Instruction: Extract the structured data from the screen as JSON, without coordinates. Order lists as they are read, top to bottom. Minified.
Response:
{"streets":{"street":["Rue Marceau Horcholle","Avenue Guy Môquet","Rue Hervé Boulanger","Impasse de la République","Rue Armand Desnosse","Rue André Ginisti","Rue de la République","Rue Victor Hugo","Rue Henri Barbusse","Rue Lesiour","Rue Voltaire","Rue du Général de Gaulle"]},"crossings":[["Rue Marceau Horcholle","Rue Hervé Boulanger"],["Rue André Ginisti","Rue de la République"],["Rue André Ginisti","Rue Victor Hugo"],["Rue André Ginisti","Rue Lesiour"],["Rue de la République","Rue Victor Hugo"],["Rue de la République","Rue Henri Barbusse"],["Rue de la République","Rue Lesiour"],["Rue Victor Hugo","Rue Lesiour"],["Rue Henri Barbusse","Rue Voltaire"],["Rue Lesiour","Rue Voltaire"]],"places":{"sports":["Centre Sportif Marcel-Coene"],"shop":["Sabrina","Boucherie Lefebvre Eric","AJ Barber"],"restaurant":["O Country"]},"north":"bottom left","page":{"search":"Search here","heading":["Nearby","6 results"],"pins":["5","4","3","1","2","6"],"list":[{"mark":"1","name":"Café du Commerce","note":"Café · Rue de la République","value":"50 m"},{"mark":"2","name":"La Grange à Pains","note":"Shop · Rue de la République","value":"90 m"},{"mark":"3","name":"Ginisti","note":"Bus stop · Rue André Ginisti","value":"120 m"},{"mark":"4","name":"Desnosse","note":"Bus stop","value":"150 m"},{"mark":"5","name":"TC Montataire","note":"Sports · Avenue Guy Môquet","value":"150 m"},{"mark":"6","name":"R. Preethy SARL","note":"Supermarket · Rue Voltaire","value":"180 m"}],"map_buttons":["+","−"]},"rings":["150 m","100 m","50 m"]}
■ ■ ■ ■ ■ ■ ■
EXERCISE: The material must be repeated in full, with every line exact.

COMPLETED TASK:
Instruction: Extract the structured data from the screen as JSON, without coordinates. Order lists as they are read, top to bottom. Minified.
Response:
{"streets":{"street":["Rue Marceau Horcholle","Avenue Guy Môquet","Rue Hervé Boulanger","Impasse de la République","Rue Armand Desnosse","Rue André Ginisti","Rue de la République","Rue Victor Hugo","Rue Henri Barbusse","Rue Lesiour","Rue Voltaire","Rue du Général de Gaulle"]},"crossings":[["Rue Marceau Horcholle","Rue Hervé Boulanger"],["Rue André Ginisti","Rue de la République"],["Rue André Ginisti","Rue Victor Hugo"],["Rue André Ginisti","Rue Lesiour"],["Rue de la République","Rue Victor Hugo"],["Rue de la République","Rue Henri Barbusse"],["Rue de la République","Rue Lesiour"],["Rue Victor Hugo","Rue Lesiour"],["Rue Henri Barbusse","Rue Voltaire"],["Rue Lesiour","Rue Voltaire"]],"places":{"sports":["Centre Sportif Marcel-Coene"],"shop":["Sabrina","Boucherie Lefebvre Eric","AJ Barber"],"restaurant":["O Country"]},"north":"bottom left","page":{"search":"Search here","heading":["Nearby","6 results"],"pins":["5","4","3","1","2","6"],"list":[{"mark":"1","name":"Café du Commerce","note":"Café · Rue de la République","value":"50 m"},{"mark":"2","name":"La Grange à Pains","note":"Shop · Rue de la République","value":"90 m"},{"mark":"3","name":"Ginisti","note":"Bus stop · Rue André Ginisti","value":"120 m"},{"mark":"4","name":"Desnosse","note":"Bus stop","value":"150 m"},{"mark":"5","name":"TC Montataire","note":"Sports · Avenue Guy Môquet","value":"150 m"},{"mark":"6","name":"R. Preethy SARL","note":"Supermarket · Rue Voltaire","value":"180 m"}],"map_buttons":["+","−"]},"rings":["150 m","100 m","50 m"]}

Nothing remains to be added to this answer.